Topic sentences must be presented at the end of an essay in an index.

Though TBH I feel like if I made my students do this their essays would be a lot faster to grade.
This was very fun.

I'm reminded of a time in my senior year of high school, we were surprised by a quiz on a Russian short story NO ONE had read. I got a 75%. I credit that to my decade-plus of years being a Voracious Reader giving me an edge in guessing what the most likely right answer was, and also because multiple-choice is often a crap way to test students.
this is a great way to both identify your worst students & entertain the best ones.

one of my favorite teachers ever taught European History when I was in 11th grade; he was one of those awesome lovable curmudgeon types with a great sense of humor, & he was a big fan of joke answers on tests.

on one exam, there was a a multiple-choice question about the animal chiefly responsible for transmitting the plague, & almost everyone got it wrong, selecting "rats" instead of the correct answer, which was "fleas." after a heated debate--the fleas were ON the rats, so weren't the rats implicated as well, & also, the intro to the series of history-lesson videos we watched included a shot of rats climbing along ships' moorings with a title card referencing the Black Death--he begrudgingly gave credit for either answer.
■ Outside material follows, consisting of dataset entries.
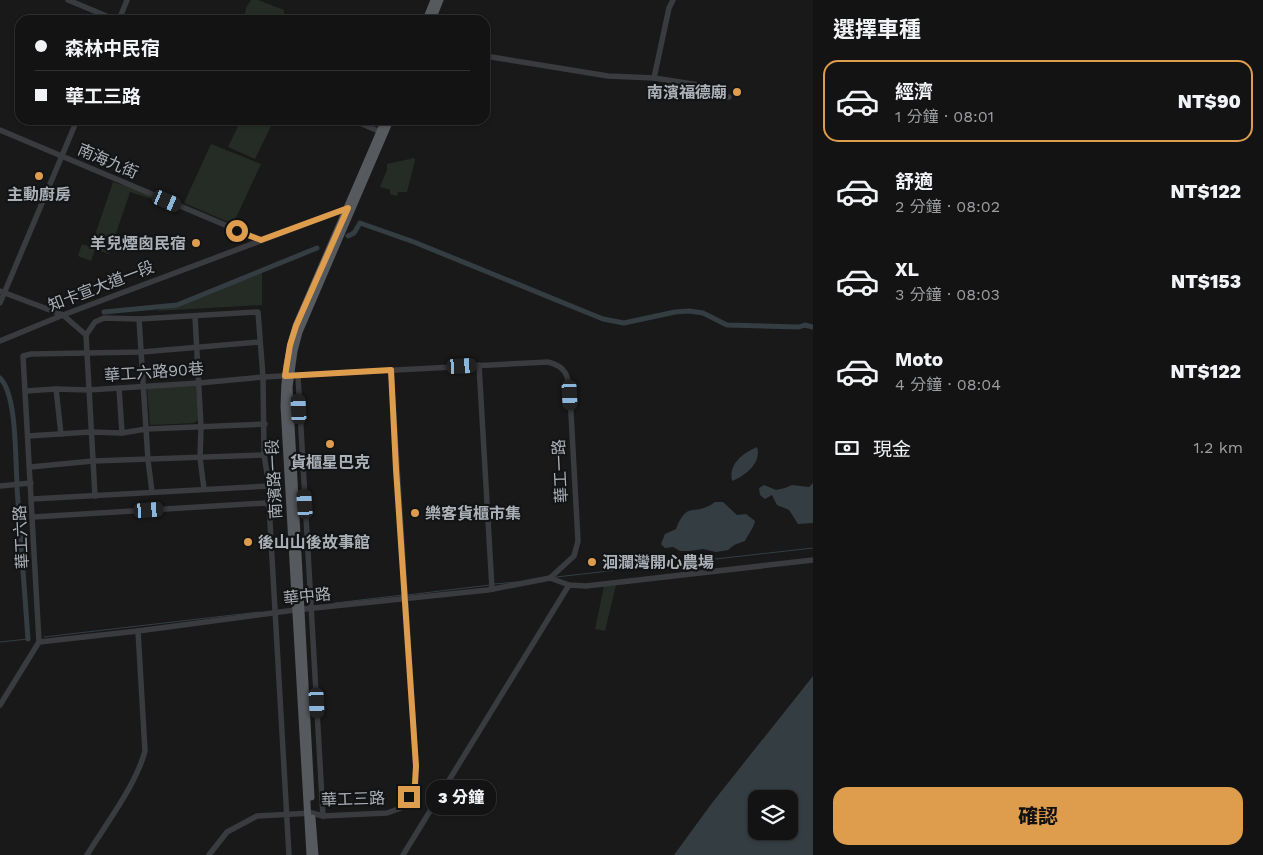 <!DOCTYPE html>
<html lang="zh-TW">
<head>
<meta charset="utf-8">
<style>
  body { margin:0; font-family:"Work Sans","Noto Sans TC",sans-serif; background:#202022; color:#f1f3f6; height:100vh; display:flex; flex-direction:column; font-size:19px; white-space:nowrap }
  * { box-sizing:border-box; margin:0 }
  p { font-size:16px; color:#9d9ea0 }
  .icon { flex:none; width:28px; height:28px; fill:none; stroke:currentColor; stroke-width:2; stroke-linecap:round; stroke-linejoin:round }
  .map { position:relative; flex:1; overflow:hidden }
  .drawer { display:flex; flex-direction:column; background:#131314; width:450px }
  .drawer>* { flex:none }
  .hud { position:absolute; left:15px; top:15px; width:475px; height:110px; border-radius:15px; box-shadow:0 1px 4px #0004,0 0 0 1px #323234; display:grid; align-content:center; height:110px; padding:0 20px; background:#131314 }
  .buttons { position:absolute; left:748px; top:790px; display:grid; gap:10px }
  .buttons a { display:grid; place-items:center; width:50px; height:50px; border-radius:10px; background:#131314; box-shadow:0 1px 4px #0004,0 0 0 1px #323234; font-size:25px }
  .end { position:absolute; width:22px; height:22px; margin:-11px; border:6px solid #de9c4d; background:#111; box-shadow:0 0 0 2px #111 }
  .from { border-radius:50% }
  .bubble { position:absolute; height:35px; border-radius:15px; background:#131314; box-shadow:0 1px 4px #0004,0 0 0 1px #323234; font-size:16px; font-weight:800; line-height:35px; text-align:center }
  .car { position:absolute; width:15px; height:30px; margin:-15px -8px; border-radius:6px; box-shadow:0 0 4px 1px #0007; background:linear-gradient(#222 24%,#8ab4d8 0 40%,#222 0 76%,#8ab4d8 0 86%,#222 0) }
  .hud b { display:flex; align-items:center; gap:18px; height:48px; font-size:19px }
  .hud b+b { border-top:1px solid #323234 }
  .hud i { width:12px; height:12px; background:#f1f3f6 }
  ul { padding:0; list-style:none }
  li { display:flex; align-items:center; gap:15px; height:82px; margin:0 10px 8px; padding:0 10px; border:2px solid transparent; border-radius:15px }
  li div { flex:1 }
  li b { display:block; font-size:19px }
  li em { font-style:normal; font-weight:800 }
  li.active { border-color:#de9c4d }
  li>.icon { width:45px; height:45px; stroke-width:1.5 }
  h2 { padding:0 20px; font-size:22px; line-height:60px }
  .pay { display:flex; align-items:center; gap:12px; height:55px; padding:0 20px; font-size:19px }
  .pay p { margin-inline-start:auto }
  .action { display:flex; gap:10px; margin-top:auto; padding:10px 20px }
  .action a { flex:1; height:58px; border-radius:15px; background:#de9c4d; color:#111; font-size:20px; font-weight:800; line-height:58px; text-align:center }
  main { display:flex; flex:1; min-height:0 }
  .map>svg:first-child { display:block }
  .green { fill:#252c25 }
  .water { fill:#343d42; fill-rule:evenodd }
  .lines { fill:none; stroke-linecap:round; stroke-linejoin:round }
  .stream { stroke:#343d42; stroke-width:1 }
  .canal { stroke:#343d42; stroke-width:5 }
  .minor { stroke:#3a3b3f; stroke-width:5.5 }
  .major { stroke:#56595d; stroke-width:7 }
  .route { stroke:#de9c4d; stroke-width:6 }
  .poi-dot { fill:#de9c4d; stroke:#131415; stroke-width:2 }
  .labels { text-anchor:middle; dominant-baseline:central; stroke-width:4.5; stroke-linejoin:round; paint-order:stroke }
  .poi-label { font-size:16px; font-weight:bold; fill:#acb1b8; stroke:#131415; text-anchor:start }
  .street-label { font-size:16px; fill:#acb1b8; stroke:#131415 }
</style>
</head>
<body>
<main>
<div class="map">
<svg width="813" height="855" viewBox="0 0 813 855">
  <rect width="100%" height="100%" fill="#19191a"/>
  <g class="green">
    <polygon points="251,0 258,0 284,10 284,20 244,20 246,8"/>
    <polygon points="241,120 274,120 255,159 228,147"/>
    <polygon points="211,144 261,164 233,224 184,203"/>
    <polygon points="414,158 415,160 407,192 398,192 397,196 390,194 390,190 380,187 387,170 387,164"/>
    <polygon points="113,182 154,195 152,199 130,192 109,254 95,249 91,261 78,256 82,244 91,247"/>
    <polygon points="262,269 262,305 156,311"/>
    <polygon points="196,385 198,420 194,423 150,425 147,387"/>
    <polygon points="616,585 605,631 595,629 604,586"/>
  </g>
  <g class="water">
    <path d="M757,447C762,463 745,476 732,481C728,464 743,453 757,447Z"/>
    <polygon points="813,483 813,523 798,524 789,510 777,505 772,495 765,499 760,495 759,488 764,485 776,490 785,488 792,485 809,487"/>
    <path d="M715,502H723L737,515L746,514L755,521C754,528 748,534 745,541L734,545L728,550L716,552L703,549L690,551H680L673,547L665,548L661,544L665,534L676,529C688,499 693,518 715,502Z"/>
    <path d="M813,676V855H674L712,803ZM756,799H789V831H756Z"/>
  </g>
  <g class="lines">
    <g class="stream">
      <polyline points="556,577 813,548"/>
      <polyline points="494,584 517,582"/>
      <polyline points="407,595 490,585"/>
      <polyline points="335,603 403,595"/>
      <polyline points="44,637 259,612"/>
      <polyline points="0,642 28,639"/>
    </g>
    <g class="canal">
      <polyline points="348,236 354,233 360,223 414,242 603,319 624,323 675,312 689,311 703,313 727,325 799,327 805,325 813,327"/>
      <polyline points="104,312 177,305 317,248"/>
      <path d="M0,378C17,395 15,456 17,482"/>
      <polyline points="17,488 28,639"/>
    </g>
    <g class="minor">
      <polyline points="68,0 116,20"/>
      <polyline points="119,20 127,0"/>
      <polyline points="485,56 608,76 654,78 706,86 721,98 729,97"/>
      <polyline points="654,78 669,8 673,0"/>
      <polyline points="353,120 383,133"/>
      <polyline points="0,130 261,240"/>
      <polyline points="0,291 63,315 86,335 95,496"/>
      <polyline points="0,303 77,120"/>
      <polyline points="195,316 201,427 200,458 204,489"/>
      <polyline points="139,319 148,460 152,492"/>
      <polyline points="0,341 63,315 348,208"/>
      <polyline points="479,365 492,589"/>
      <polyline points="298,376 323,816"/>
      <polyline points="119,388 122,433"/>
      <polyline points="56,389 61,434"/>
      <path d="M25,391L56,389L88,390L199,383L263,377L548,362C568,367 568,377 570,395L578,541L574,556L550,578"/>
      <polyline points="28,436 90,432 122,433 146,429 265,424"/>
      <polyline points="30,467 93,461 264,455"/>
      <polyline points="0,486 31,483"/>
      <polyline points="32,499 269,486 264,455 263,377 258,312 139,319 104,318 95,322 86,335"/>
      <polyline points="33,517 265,503 269,505 289,855"/>
      <polyline points="39,642 138,631 295,610 488,590 550,578 569,585 586,586 813,560"/>
      <polyline points="0,705 39,642 23,356 31,354 142,352 260,342"/>
      <path d="M87,855C106,824 136,785 145,751L138,631"/>
      <polyline points="209,855 227,832 257,816 312,813 323,816 387,813 401,808 409,797 415,784 416,766 391,370"/>
      <polyline points="403,855 569,585"/>
    </g>
    <g class="major">
      <polyline points="426,20 434,0"/>
      <polyline points="432,20 440,0"/>
      <polyline points="311,797 289,387 294,351 299,332 390,120"/>
      <polyline points="312,818 315,855"/>
      <path d="M310,855L284,406C284,378 288,352 296,326L385,120"/>
    </g>
  </g>
  <g class="lines">
    <polyline class="route" points="237,231 261,240 348,208 296,326 290,345 285,376 391,370 396,469 416,766 415,784 409,797"/>
  </g>
  <g class="poi-dot">
    <circle cx="737" cy="92" r="5"/>
    <circle cx="39" cy="176" r="5"/>
    <circle cx="196" cy="243" r="5"/>
    <circle cx="330" cy="444" r="5"/>
    <circle cx="415" cy="513" r="5"/>
    <circle cx="248" cy="542" r="5"/>
    <circle cx="592" cy="562" r="5"/>
  </g>
  <g class="labels">
    <g class="poi-label">
      <text x="727" y="92" text-anchor="end">南濱福德廟</text>
      <text x="39" y="194" text-anchor="middle">主動廚房</text>
      <text x="186" y="243" text-anchor="end">羊兒煙囪民宿</text>
      <text x="330" y="462" text-anchor="middle">貨櫃星巴克</text>
      <text x="425" y="513">樂客貨櫃市集</text>
      <text x="258" y="542">後山山後故事館</text>
      <text x="602" y="562">洄瀾灣開心農場</text>
    </g>
    <g class="street-label">
      <text transform="translate(108 161) rotate(23)">南海九街</text>
      <text transform="translate(101 286) rotate(-21)">知卡宣大道一段</text>
      <text transform="translate(154 372) rotate(-4)">華工六路90巷</text>
      <text transform="translate(560 471) rotate(-93)">華工一路</text>
      <text transform="translate(274 479) rotate(-93)">南濱路一段</text>
      <text transform="translate(21 537) rotate(-93)">華工六路</text>
      <text transform="translate(307 596) rotate(-6)">華中路</text>
      <text transform="translate(353 799) rotate(-2)">華工三路</text>
    </g>
  </g>
</svg>
<div class="buttons">
<a><svg class="icon" aria-label="layers" viewBox="0 0 24 24"><path d="M12 4l9 5-9 5-9-5zM3 14l9 5 9-5"/></svg></a>
</div>
<i class="end from" style="left:237px;top:231px"></i>
<i class="end" style="left:409px;top:797px"></i>
<div class="bubble" style="left:426px;top:780px;width:70px">3 分鐘</div>
<i class="car" style="left:167px;top:201px;rotate:113deg"></i>
<i class="car" style="left:462px;top:366px;rotate:87deg"></i>
<i class="car" style="left:570px;top:395px;rotate:177deg"></i>
<i class="car" style="left:299px;top:409px;rotate:357deg"></i>
<i class="car" style="left:305px;top:504px;rotate:356deg"></i>
<i class="car" style="left:149px;top:510px;rotate:86deg"></i>
<i class="car" style="left:317px;top:703px;rotate:177deg"></i>
<div class="hud">
<b><i class="from"></i>森林中民宿</b>
<b><i></i>華工三路</b>
</div>
</div>
<section class="drawer">
<h2>選擇車種</h2>
<ul>
<li class="active"><svg class="icon" aria-label="car" viewBox="0 0 24 24"><path d="M5 17H2v-5l4-1 3-4h7l3 4 3 1v5h-3M9 17h6M6 11h13"/><circle cx="7" cy="17" r="2"/><circle cx="17" cy="17" r="2"/></svg><div><b>經濟</b><p>1 分鐘 · 08:01</p></div><em>NT$90</em></li>
<li><svg class="icon" aria-label="car" viewBox="0 0 24 24"><path d="M5 17H2v-5l4-1 3-4h7l3 4 3 1v5h-3M9 17h6M6 11h13"/><circle cx="7" cy="17" r="2"/><circle cx="17" cy="17" r="2"/></svg><div><b>舒適</b><p>2 分鐘 · 08:02</p></div><em>NT$122</em></li>
<li><svg class="icon" aria-label="car" viewBox="0 0 24 24"><path d="M5 17H2v-5l4-1 3-4h7l3 4 3 1v5h-3M9 17h6M6 11h13"/><circle cx="7" cy="17" r="2"/><circle cx="17" cy="17" r="2"/></svg><div><b>XL</b><p>3 分鐘 · 08:03</p></div><em>NT$153</em></li>
<li><svg class="icon" aria-label="car" viewBox="0 0 24 24"><path d="M5 17H2v-5l4-1 3-4h7l3 4 3 1v5h-3M9 17h6M6 11h13"/><circle cx="7" cy="17" r="2"/><circle cx="17" cy="17" r="2"/></svg><div><b>Moto</b><p>4 分鐘 · 08:04</p></div><em>NT$122</em></li>
</ul>
<div class="pay"><svg class="icon" aria-label="cash" viewBox="0 0 24 24"><path d="M3 7h18v10H3z"/><circle cx="12" cy="12" r="2"/></svg>現金<p>1.2 km</p></div>
<div class="action"><a>確認</a></div>
</section>
</main>
</body>
</html>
...& then on the final, the same question appeared, & the choices were something like:

a) rats and only rats
b) rats being carried by fleas
c) fleas being carried by rats
d) fleas riding tiny flea-sized horses
e) unnecessarily forgiving history teachers

(I'm sure I'm not doing justice to the original, but I'm also sure that my parents wouldn't be interested in doing several hours worth of digging through the basement to see if a copy of a 15-year-old history test is among my personal archives, so you'll have to make do with this tribute, Tenacious D-style.)
1 reply · active 517 weeks ago
Since we're being sassy on multiple choice, the correct answer is obviously to write in "f) humans."
1. True or False: Scout is a girl.

80% of them got it wrong.

Sigh.
I loved it when professors would put jokey answers on their Scantron tests, but I never realized people actually... chose... them.